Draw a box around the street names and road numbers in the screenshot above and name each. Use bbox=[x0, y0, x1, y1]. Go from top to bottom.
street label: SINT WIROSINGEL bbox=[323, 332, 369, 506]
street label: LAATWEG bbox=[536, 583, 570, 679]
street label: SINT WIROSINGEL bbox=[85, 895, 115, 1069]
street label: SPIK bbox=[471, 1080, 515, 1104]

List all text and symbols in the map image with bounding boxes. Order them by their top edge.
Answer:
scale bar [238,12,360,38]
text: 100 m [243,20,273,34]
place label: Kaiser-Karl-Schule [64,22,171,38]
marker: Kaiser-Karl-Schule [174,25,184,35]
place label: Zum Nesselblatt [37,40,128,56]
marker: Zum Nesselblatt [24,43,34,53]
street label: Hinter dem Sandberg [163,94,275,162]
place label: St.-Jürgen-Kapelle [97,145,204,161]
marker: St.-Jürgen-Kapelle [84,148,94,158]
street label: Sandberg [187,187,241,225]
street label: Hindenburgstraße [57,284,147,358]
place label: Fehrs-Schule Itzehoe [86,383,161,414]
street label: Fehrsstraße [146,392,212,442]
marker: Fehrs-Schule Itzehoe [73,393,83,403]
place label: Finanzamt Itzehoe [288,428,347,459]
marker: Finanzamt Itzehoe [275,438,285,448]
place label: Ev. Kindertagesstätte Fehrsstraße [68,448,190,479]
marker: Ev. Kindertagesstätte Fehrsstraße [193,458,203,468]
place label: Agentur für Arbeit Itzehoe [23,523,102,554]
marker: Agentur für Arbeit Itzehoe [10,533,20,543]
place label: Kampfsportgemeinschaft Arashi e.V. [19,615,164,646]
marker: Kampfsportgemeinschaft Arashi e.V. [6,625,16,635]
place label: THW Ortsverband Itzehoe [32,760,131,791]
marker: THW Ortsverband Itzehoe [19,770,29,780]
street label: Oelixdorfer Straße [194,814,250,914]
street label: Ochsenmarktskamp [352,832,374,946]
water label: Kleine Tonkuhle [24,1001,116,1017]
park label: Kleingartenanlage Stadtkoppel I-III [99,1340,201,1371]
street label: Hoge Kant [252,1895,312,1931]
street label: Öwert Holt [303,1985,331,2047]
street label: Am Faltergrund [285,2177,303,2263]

********

= About this task =
Would you please restate all of the entries exactly?

= Written response =
Draw a box around the street names and road numbers in the screenshot above and name each. Use bbox=[x0, y0, x1, y1]. Go from top to bottom.
street label: SINT WIROSINGEL bbox=[323, 332, 369, 506]
street label: LAATWEG bbox=[536, 583, 570, 679]
street label: SINT WIROSINGEL bbox=[85, 895, 115, 1069]
street label: SPIK bbox=[471, 1080, 515, 1104]

List all text and symbols in the map image with bounding boxes. Order them by their top edge.
Answer:
scale bar [238,12,360,38]
text: 100 m [243,20,273,34]
place label: Kaiser-Karl-Schule [64,22,171,38]
marker: Kaiser-Karl-Schule [174,25,184,35]
place label: Zum Nesselblatt [37,40,128,56]
marker: Zum Nesselblatt [24,43,34,53]
street label: Hinter dem Sandberg [163,94,275,162]
place label: St.-Jürgen-Kapelle [97,145,204,161]
marker: St.-Jürgen-Kapelle [84,148,94,158]
street label: Sandberg [187,187,241,225]
street label: Hindenburgstraße [57,284,147,358]
place label: Fehrs-Schule Itzehoe [86,383,161,414]
street label: Fehrsstraße [146,392,212,442]
marker: Fehrs-Schule Itzehoe [73,393,83,403]
place label: Finanzamt Itzehoe [288,428,347,459]
marker: Finanzamt Itzehoe [275,438,285,448]
place label: Ev. Kindertagesstätte Fehrsstraße [68,448,190,479]
marker: Ev. Kindertagesstätte Fehrsstraße [193,458,203,468]
place label: Agentur für Arbeit Itzehoe [23,523,102,554]
marker: Agentur für Arbeit Itzehoe [10,533,20,543]
place label: Kampfsportgemeinschaft Arashi e.V. [19,615,164,646]
marker: Kampfsportgemeinschaft Arashi e.V. [6,625,16,635]
place label: THW Ortsverband Itzehoe [32,760,131,791]
marker: THW Ortsverband Itzehoe [19,770,29,780]
street label: Oelixdorfer Straße [194,814,250,914]
street label: Ochsenmarktskamp [352,832,374,946]
water label: Kleine Tonkuhle [24,1001,116,1017]
park label: Kleingartenanlage Stadtkoppel I-III [99,1340,201,1371]
street label: Hoge Kant [252,1895,312,1931]
street label: Öwert Holt [303,1985,331,2047]
street label: Am Faltergrund [285,2177,303,2263]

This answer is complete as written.